BEGIN Task material

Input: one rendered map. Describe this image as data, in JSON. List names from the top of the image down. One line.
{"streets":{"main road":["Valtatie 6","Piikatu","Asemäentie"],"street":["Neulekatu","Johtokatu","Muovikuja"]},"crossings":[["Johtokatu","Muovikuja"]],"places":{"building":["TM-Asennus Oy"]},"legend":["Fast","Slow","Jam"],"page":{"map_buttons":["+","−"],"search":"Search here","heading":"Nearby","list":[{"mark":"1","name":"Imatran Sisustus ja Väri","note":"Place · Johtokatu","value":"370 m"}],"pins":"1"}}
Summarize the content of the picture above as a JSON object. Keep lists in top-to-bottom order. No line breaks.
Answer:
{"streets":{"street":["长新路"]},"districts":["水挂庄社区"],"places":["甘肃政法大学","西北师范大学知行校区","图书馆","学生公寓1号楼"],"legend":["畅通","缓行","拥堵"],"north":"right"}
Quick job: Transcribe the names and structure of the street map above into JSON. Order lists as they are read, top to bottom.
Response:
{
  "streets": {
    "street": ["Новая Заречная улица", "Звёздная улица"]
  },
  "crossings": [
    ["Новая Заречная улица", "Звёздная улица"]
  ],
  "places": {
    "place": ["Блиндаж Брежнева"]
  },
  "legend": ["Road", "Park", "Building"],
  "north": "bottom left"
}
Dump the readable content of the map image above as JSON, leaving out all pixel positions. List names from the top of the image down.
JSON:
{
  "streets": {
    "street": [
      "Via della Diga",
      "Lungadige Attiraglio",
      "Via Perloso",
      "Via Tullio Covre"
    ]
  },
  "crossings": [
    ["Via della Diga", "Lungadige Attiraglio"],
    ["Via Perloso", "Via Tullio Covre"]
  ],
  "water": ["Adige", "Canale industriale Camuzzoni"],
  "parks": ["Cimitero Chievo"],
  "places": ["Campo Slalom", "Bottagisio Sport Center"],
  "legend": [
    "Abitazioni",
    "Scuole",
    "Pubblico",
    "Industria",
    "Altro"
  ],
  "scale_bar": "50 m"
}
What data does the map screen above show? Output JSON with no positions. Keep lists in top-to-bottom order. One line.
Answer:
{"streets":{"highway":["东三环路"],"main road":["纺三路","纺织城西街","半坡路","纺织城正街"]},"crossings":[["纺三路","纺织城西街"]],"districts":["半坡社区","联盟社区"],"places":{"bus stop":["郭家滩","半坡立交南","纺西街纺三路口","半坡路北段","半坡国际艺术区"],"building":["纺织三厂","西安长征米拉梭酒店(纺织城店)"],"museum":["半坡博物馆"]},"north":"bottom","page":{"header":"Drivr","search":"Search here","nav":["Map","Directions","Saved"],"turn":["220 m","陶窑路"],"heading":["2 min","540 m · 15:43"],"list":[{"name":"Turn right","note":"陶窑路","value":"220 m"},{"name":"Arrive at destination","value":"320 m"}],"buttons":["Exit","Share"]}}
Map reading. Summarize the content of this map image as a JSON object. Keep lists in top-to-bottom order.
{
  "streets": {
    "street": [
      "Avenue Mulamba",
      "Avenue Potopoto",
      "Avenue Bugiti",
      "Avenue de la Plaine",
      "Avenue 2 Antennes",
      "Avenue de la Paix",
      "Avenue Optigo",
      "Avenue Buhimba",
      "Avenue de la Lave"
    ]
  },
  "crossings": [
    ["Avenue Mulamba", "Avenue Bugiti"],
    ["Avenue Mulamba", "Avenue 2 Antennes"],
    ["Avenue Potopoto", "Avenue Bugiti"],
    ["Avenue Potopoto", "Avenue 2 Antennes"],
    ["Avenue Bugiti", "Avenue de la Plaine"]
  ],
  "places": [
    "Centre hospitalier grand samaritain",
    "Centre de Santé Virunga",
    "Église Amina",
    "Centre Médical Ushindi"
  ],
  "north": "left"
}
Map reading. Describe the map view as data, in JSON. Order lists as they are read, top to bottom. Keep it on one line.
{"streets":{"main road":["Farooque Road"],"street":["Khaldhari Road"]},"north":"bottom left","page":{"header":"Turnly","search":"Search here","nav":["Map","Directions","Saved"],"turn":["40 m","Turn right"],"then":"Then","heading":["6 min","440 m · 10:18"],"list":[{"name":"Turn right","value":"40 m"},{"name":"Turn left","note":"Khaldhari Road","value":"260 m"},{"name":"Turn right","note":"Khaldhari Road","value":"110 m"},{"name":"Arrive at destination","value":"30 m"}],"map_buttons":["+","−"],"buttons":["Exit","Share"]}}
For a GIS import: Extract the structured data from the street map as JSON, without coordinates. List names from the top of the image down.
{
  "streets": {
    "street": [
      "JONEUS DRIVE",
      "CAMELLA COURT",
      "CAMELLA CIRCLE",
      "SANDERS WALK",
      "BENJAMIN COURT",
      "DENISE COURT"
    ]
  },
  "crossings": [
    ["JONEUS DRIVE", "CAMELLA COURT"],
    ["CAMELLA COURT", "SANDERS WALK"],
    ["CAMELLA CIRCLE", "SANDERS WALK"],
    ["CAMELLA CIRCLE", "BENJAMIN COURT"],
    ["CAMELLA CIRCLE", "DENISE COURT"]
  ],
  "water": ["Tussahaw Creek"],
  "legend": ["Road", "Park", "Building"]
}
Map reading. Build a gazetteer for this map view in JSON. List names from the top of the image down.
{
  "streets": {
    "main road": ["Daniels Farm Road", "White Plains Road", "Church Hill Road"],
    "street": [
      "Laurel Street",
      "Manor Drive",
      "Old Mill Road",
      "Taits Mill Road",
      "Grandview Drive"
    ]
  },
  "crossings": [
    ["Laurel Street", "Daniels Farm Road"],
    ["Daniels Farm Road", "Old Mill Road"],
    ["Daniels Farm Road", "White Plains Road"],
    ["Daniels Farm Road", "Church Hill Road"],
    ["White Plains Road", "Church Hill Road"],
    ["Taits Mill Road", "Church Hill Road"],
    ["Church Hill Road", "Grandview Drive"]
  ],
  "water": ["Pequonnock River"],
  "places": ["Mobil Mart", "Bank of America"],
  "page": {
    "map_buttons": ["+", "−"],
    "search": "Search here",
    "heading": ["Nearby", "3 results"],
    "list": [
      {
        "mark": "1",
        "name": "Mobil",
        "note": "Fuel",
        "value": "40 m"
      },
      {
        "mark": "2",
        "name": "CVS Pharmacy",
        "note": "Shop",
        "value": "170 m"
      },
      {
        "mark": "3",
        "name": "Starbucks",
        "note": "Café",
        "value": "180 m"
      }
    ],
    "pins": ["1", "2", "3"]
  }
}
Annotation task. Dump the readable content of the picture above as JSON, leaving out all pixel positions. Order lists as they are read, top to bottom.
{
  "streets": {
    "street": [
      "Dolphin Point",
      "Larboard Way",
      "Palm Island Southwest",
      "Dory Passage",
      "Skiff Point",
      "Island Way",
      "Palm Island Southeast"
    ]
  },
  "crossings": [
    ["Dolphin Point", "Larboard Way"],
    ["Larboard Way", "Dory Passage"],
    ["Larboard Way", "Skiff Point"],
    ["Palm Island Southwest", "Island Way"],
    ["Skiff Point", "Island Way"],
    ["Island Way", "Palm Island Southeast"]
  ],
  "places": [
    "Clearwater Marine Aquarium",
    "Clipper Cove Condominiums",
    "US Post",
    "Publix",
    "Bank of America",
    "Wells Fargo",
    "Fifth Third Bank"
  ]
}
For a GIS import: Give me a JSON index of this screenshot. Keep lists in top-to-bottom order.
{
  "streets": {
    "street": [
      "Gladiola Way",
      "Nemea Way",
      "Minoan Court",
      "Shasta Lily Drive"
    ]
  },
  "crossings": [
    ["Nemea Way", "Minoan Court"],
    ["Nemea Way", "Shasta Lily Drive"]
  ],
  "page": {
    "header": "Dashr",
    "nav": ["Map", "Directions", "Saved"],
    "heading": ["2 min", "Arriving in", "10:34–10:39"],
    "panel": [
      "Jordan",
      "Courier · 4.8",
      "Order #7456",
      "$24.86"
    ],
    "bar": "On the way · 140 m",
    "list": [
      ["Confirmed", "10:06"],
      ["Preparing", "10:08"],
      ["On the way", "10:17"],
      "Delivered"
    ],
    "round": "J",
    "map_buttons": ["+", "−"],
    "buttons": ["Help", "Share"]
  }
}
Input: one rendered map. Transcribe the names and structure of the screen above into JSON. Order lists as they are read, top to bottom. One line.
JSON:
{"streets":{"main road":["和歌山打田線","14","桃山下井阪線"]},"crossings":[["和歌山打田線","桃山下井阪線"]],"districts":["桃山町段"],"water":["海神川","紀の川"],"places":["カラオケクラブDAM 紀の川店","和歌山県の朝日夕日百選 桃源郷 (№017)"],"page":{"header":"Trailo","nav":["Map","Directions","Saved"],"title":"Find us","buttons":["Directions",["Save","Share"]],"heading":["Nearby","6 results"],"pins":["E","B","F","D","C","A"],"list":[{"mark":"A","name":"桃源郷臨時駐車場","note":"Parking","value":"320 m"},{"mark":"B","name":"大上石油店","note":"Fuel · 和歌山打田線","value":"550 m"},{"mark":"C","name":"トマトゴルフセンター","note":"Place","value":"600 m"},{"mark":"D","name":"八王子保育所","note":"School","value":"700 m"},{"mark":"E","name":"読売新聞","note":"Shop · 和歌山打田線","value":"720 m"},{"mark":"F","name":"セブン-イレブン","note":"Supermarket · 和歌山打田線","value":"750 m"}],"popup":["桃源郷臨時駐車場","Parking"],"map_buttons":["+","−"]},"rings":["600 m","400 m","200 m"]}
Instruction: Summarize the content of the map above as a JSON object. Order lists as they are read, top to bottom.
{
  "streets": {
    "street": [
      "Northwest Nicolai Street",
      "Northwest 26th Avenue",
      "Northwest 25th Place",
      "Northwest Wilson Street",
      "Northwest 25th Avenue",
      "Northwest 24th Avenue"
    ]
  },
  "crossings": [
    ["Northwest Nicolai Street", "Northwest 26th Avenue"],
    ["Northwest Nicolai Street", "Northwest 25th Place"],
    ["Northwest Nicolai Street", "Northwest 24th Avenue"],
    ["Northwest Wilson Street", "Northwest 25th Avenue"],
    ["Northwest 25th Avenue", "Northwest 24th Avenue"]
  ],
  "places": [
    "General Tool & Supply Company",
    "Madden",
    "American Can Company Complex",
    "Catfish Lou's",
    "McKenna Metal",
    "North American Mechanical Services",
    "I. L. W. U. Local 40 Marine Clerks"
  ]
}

END Task material

Look through the entries above. Copy out every line holding the word "Transcribe".

→ Your solution
Quick job: Transcribe the names and structure of the street map above into JSON. Order lists as they are read, top to bottom.
Input: one rendered map. Transcribe the names and structure of the screen above into JSON. Order lists as they are read, top to bottom. One line.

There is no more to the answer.